Genus-Wide Cellulolytic Ability
We systematically compared the phylogenetic diversity of over 1,100 strains of Streptomyces and measured the cellulose degrading activity of 223 diverse strains isolated from free-living (soil and marine) and eukaryotic host-associated niches (Fig 1, S1 Table). We identified strains that exhibited high rates of cellulose degrading activity, deconstructing filter-paper (FP) with comparable activity to the cellulolytic strain Streptomyces sp. SirexAA-E [11,20]. Rapid deconstruction of FP was restricted to just 13% of strains tested (29/223, Fig 1), and out of these 29 highly cellulolytic strains, 86% grouped in two phylogenetically distinct clades (I and III). Interestingly, 93% of all strains in these two clades were isolated from taxonomically diverse eukaryotic hosts (e.g., woodwasps, mountain pine beetles, ants, honeybees, and white-rot fungi, Fig 1a). These results suggest that rapid deconstruction of cellulose evolved in these two clades of host-associated strains and is not a conserved characteristic across the Streptomyces genus or across all host-associated strains. Rapid cellulose degradation is not limited to clades I and III, as we identify two distantly-related host-associated strains, Streptomyces spp. Amel2xE9 and LamerLS-31b, with high cellulolytic activity (Fig 1a). Taken together, these results suggest that the symbiotic environment selects for increased rates of cellulose deconstruction in some lineages of host-associated Streptomyces. High cellulolytic activity is not restricted to symbiotic strains, as it has been reported in Streptomyces reticuli [29] and several strains isolated from forest soil [24,30]. Future sampling will likely identify additional strains or perhaps even clades with high activity. This cellulose degradation assay identifies strains that are capable of degrading cellulose in pure culture, through the expression and secretion of a full suite of cellulose degrading enzymes. It is likely that some of the low activity strains are capable of deconstructing cellulose in nature; however, in our assay, they are missing critical interactions with environmental community members (e.g., biofilm formation [31], succession of decomposition from fungi [32], mutualistic or parasitic partners) or environmental conditions (e.g., nitrogen limitation, pH, temperature [33,34]).

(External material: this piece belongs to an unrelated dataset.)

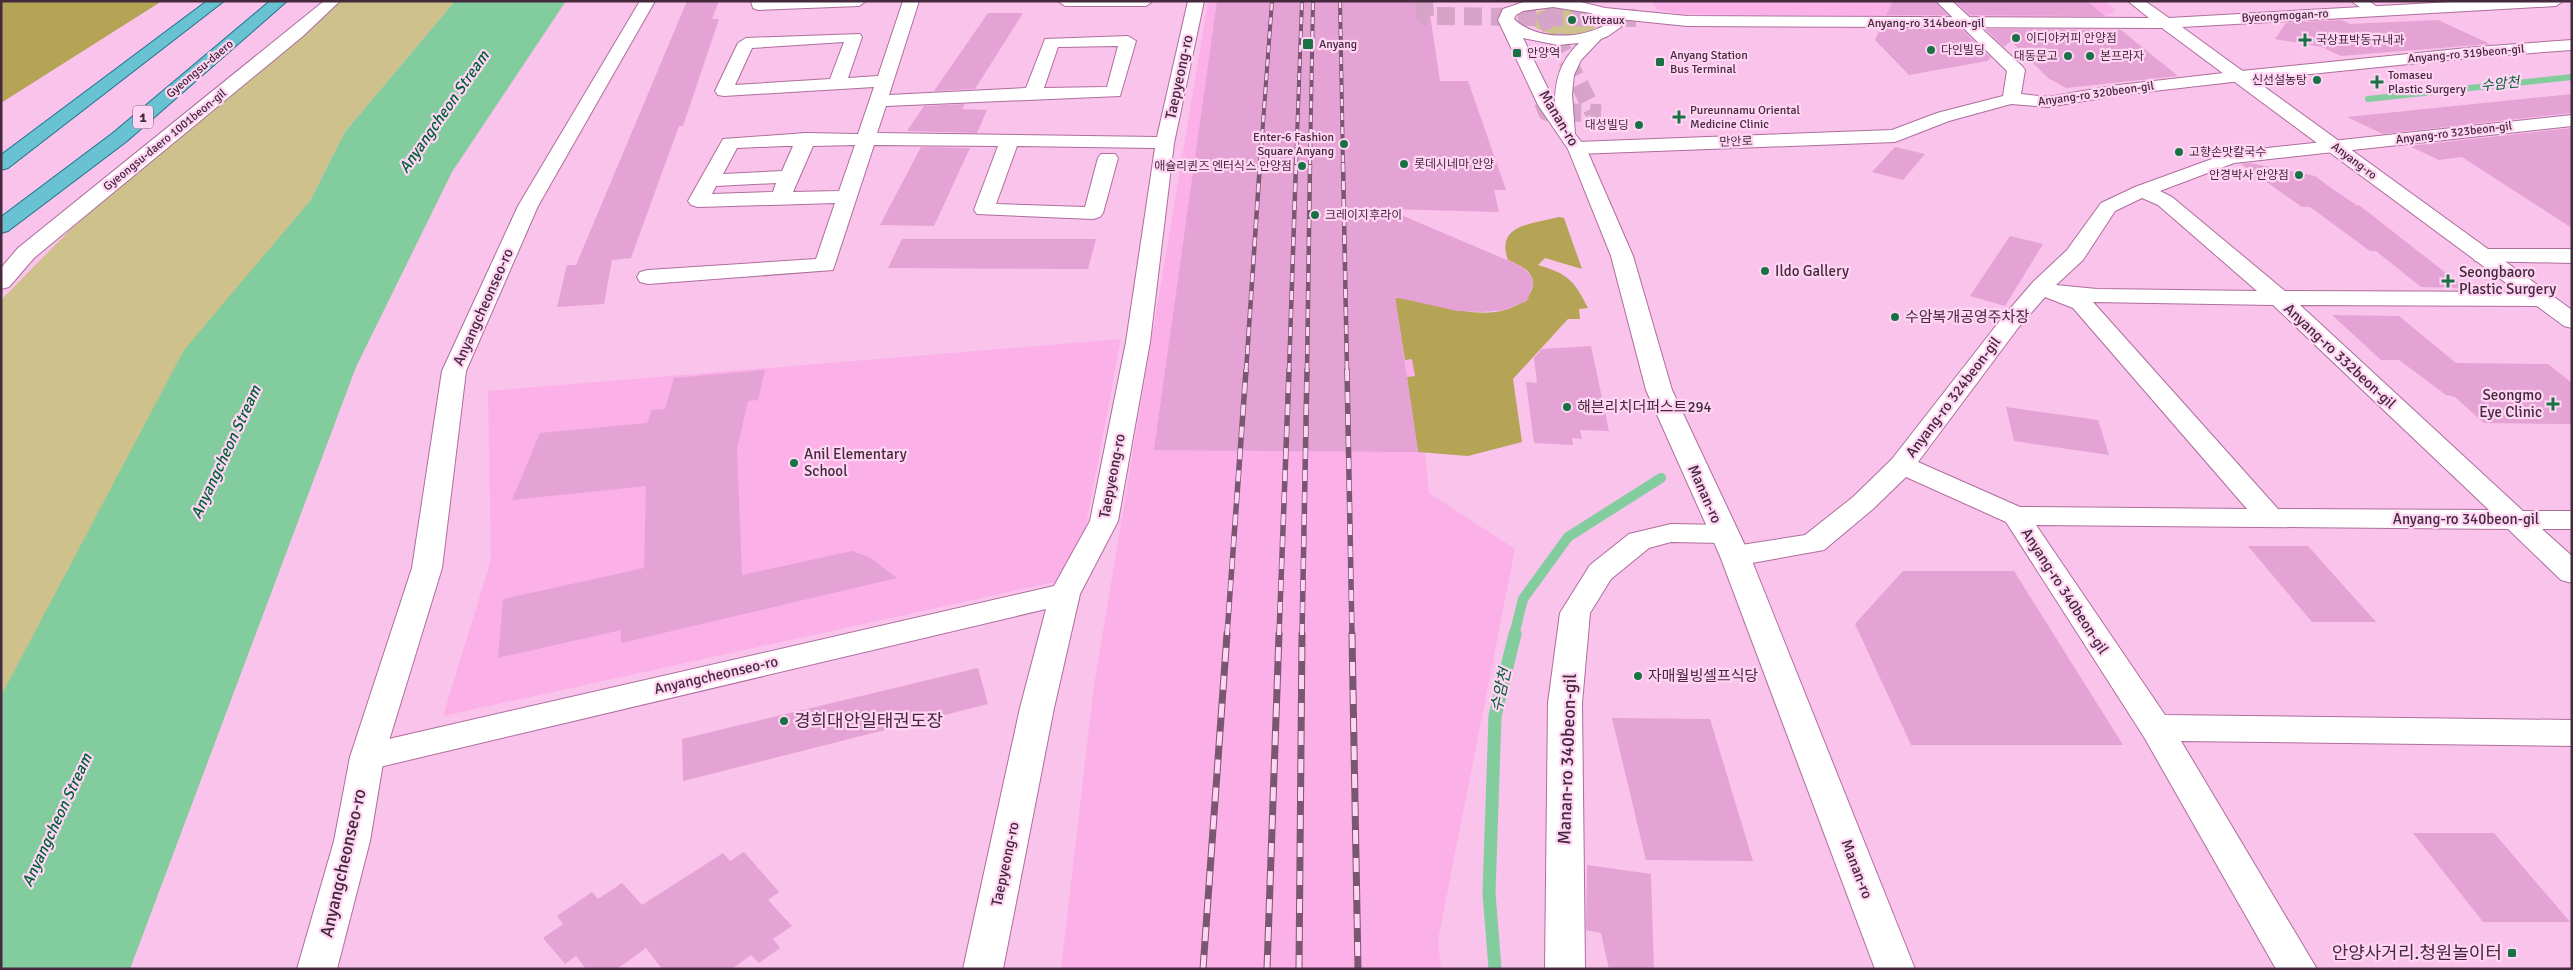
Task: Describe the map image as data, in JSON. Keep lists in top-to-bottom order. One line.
{"streets":{"main road":["Gyeongsu-daero","1"],"street":["Byeongmogan-ro","Anyang-ro 314beon-gil","Anyang-ro 319beon-gil","Taepyeong-ro","Anyang-ro 320beon-gil","Manan-ro","Anyang-ro 323beon-gil","Gyeongsu-daero 1001beon-gil","만안로","Anyang-ro","Anyangcheonseo-ro","Anyang-ro 332beon-gil","Anyang-ro 324beon-gil","Anyang-ro 340beon-gil","Manan-ro 340beon-gil"]},"crossings":[["Byeongmogan-ro","Anyang-ro 314beon-gil"],["Byeongmogan-ro","Anyang-ro"],["Anyang-ro 314beon-gil","Anyang-ro"],["Anyang-ro 319beon-gil","Anyang-ro 320beon-gil"],["Anyang-ro 319beon-gil","Anyang-ro"],["Taepyeong-ro","Anyangcheonseo-ro"],["Anyang-ro 320beon-gil","만안로"],["Anyang-ro 320beon-gil","Anyang-ro"],["Manan-ro","만안로"],["Manan-ro","Anyang-ro 324beon-gil"],["Manan-ro","Manan-ro 340beon-gil"],["Anyang-ro 323beon-gil","Anyang-ro"],["Anyang-ro 323beon-gil","Anyang-ro 324beon-gil"],["Anyang-ro","Anyang-ro 332beon-gil"],["Anyang-ro","Anyang-ro 324beon-gil"],["Anyang-ro 332beon-gil","Anyang-ro 340beon-gil"],["Anyang-ro 324beon-gil","Manan-ro 340beon-gil"]],"water":["수암천","Anyangcheon Stream"],"places":{"other":["Vitteaux","이디야커피 안양점","다인빌딩","대동문고","본프라자","신선설농탕","대성빌딩","Enter-6 Fashion Square Anyang","고향손맛칼국수","롯데시네마 안양","애슐리퀸즈 엔터식스 안양점","안경박사 안양점","크레이지후라이","Ildo Gallery","수암복개공영주차장","해븐리치더퍼스트294","Anil Elementary School","자매월빙셀프식당","경희대안일태권도장"],"health":["국상표박동규내과","Tomaseu Plastic Surgery","Pureunnamu Oriental Medicine Clinic","Seongbaoro Plastic Surgery","Seongmo Eye Clinic"],"transit":["Anyang","안양역","Anyang Station Bus Terminal","안양사거리.청원놀이터"]}}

Polysaccharide-Degrading Activity of Streptomyces Secretomes
To further study the evolution of cellulose degradation in Streptomyces, we focused our studies on a subset of the genus consisting of two clades (I and III) that rapidly deconstruct crystalline cellulose, and a low-activity sister clade II (Fig 1). First, we quantified and visualized total secreted proteins produced by representative strains from all three clades when grown with glucose or Ammonia Fiber Expansion (AFEX) pre-treated corn stover as the sole carbon source. The total secreted protein concentration was higher for strains from clades I and III than strains in clade II when grown on AFEX corn stover (S1 Fig). Furthermore, the protein profile produced by strains in clades I and III showed a suite of distinct and abundant polypeptides, while strains in clade II produced a low abundance smear of protein across the lane (S1a Fig). To investigate which components of plant biomass these strains deconstruct, we isolated their secreted proteins and assayed activity on a variety of polysaccharide substrates including cellulose, hemicellulose, and plant biomass (S2 Fig). Principal component analysis of our biochemical assays showed that strains in clades I and III grouped separately from those in clade II (Fig 1b). Some cellulolytic strains from clades I and III had cellulose and biomass degrading activities comparable to a commercial enzyme mixture derived from the secreted proteins of Trichoderma reesei Rut-C30 (Spezyme CP, S2 Fig). These results show that some host-associated cellulolytic Streptomyces secrete enzymes that efficiently deconstruct crystalline cellulose and plant biomass and thus may contribute to nutrient acquisition of the herbivorous host. Furthermore, these strains may be a promising and largely untapped source of enzymes for the production of biocommodities from plant biomass [35].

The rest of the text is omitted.